Data section.
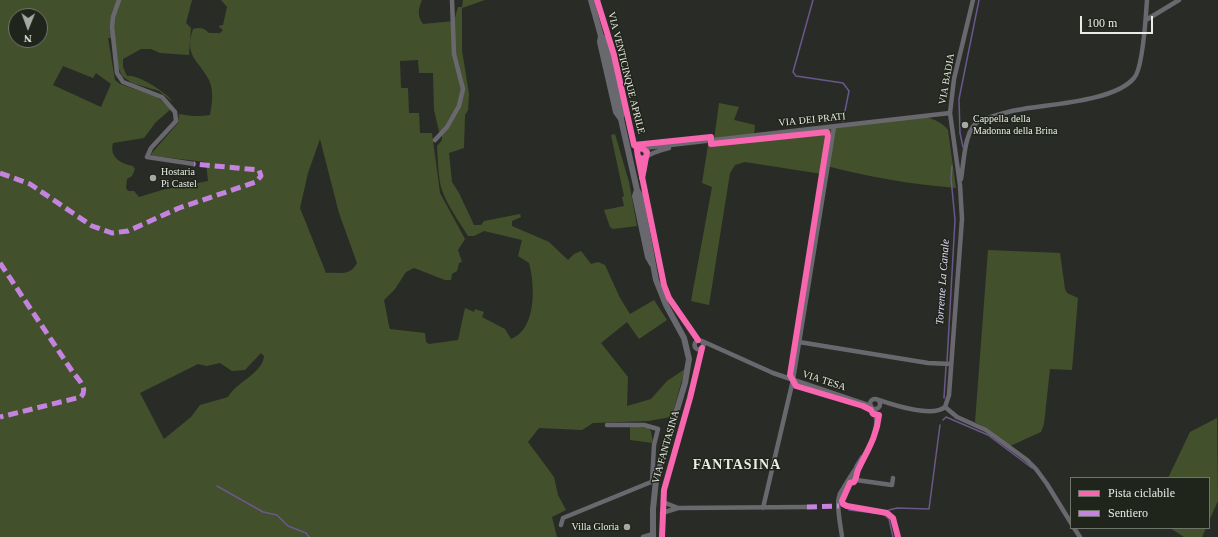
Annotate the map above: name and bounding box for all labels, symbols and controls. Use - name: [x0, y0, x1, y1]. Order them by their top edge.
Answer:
- north arrow: [8, 8, 48, 48]
- scale bar: [1082, 8, 1155, 34]
- street label: VIA VENTICINQUE APRILE: [605, 11, 647, 135]
- text: 100 m: [1087, 16, 1117, 30]
- text: N: [24, 33, 32, 45]
- street label: VIA BADIA: [937, 52, 957, 106]
- street label: VIA DEI PRATI: [778, 111, 846, 129]
- place label: Cappella della Madonna della Brina: [973, 113, 1057, 136]
- marker: Cappella della Madonna della Brina: [960, 120, 970, 130]
- place label: Hostaria Pi Castel: [161, 166, 197, 190]
- marker: Hostaria Pi Castel: [148, 173, 158, 183]
- water label: Torrente La Canale: [933, 239, 953, 325]
- street label: VIA TESA: [801, 368, 847, 394]
- street label: VIA FANTASINA: [650, 409, 682, 485]
- district label: FANTASINA: [693, 457, 781, 473]
- legend: [1070, 477, 1210, 529]
- text: Pista ciclabile: [1108, 486, 1175, 500]
- text: Sentiero: [1108, 506, 1148, 520]
- place label: Villa Gloria: [572, 521, 619, 533]
- marker: Villa Gloria: [622, 522, 632, 532]

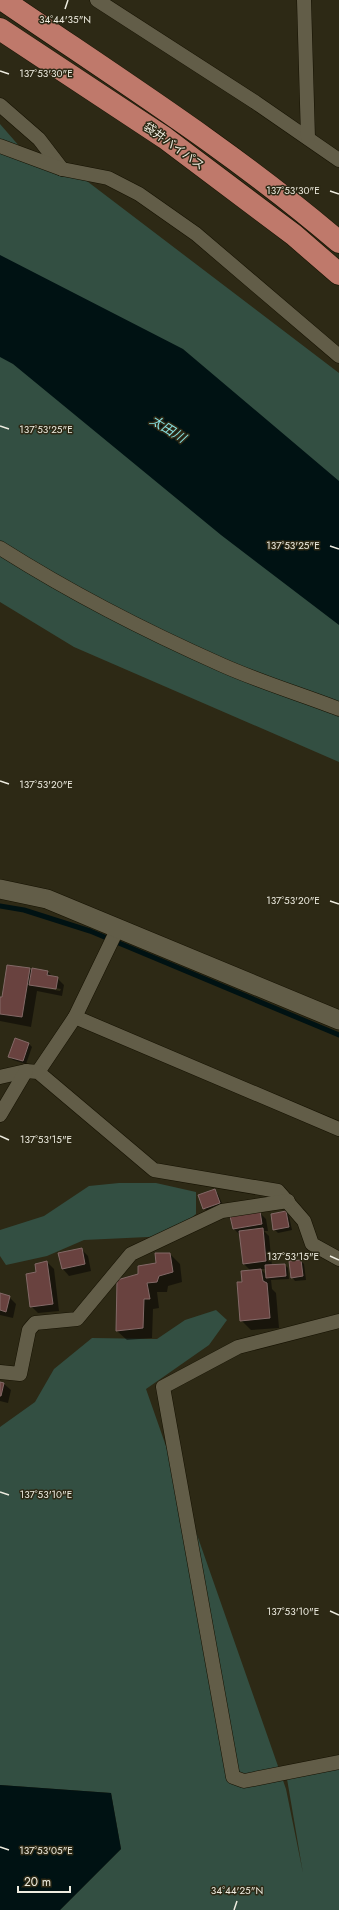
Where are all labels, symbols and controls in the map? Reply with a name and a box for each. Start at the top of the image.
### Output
text: 34°44'35"N [39,12,91,27]
text: 137°53'30"E [19,66,73,81]
street label: 袋井バイパス [139,117,208,174]
text: 137°53'30"E [266,183,320,198]
water label: 太田川 [146,411,191,448]
text: 137°53'25"E [19,422,73,437]
text: 137°53'25"E [266,538,320,553]
text: 137°53'20"E [19,777,73,792]
text: 137°53'20"E [266,893,320,908]
text: 137°53'15"E [20,1132,72,1147]
text: 137°53'15"E [267,1249,319,1264]
text: 137°53'10"E [20,1487,72,1502]
text: 137°53'10"E [267,1604,319,1619]
text: 137°53'05"E [19,1843,73,1858]
scale bar [18,1868,70,1894]
text: 20 m [24,1873,51,1891]
text: 34°44'25"N [211,1883,263,1898]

What needs to be done. Please work out how many lines in the listing above contain the string "symbols", and answer with that number only.

Task solution. 2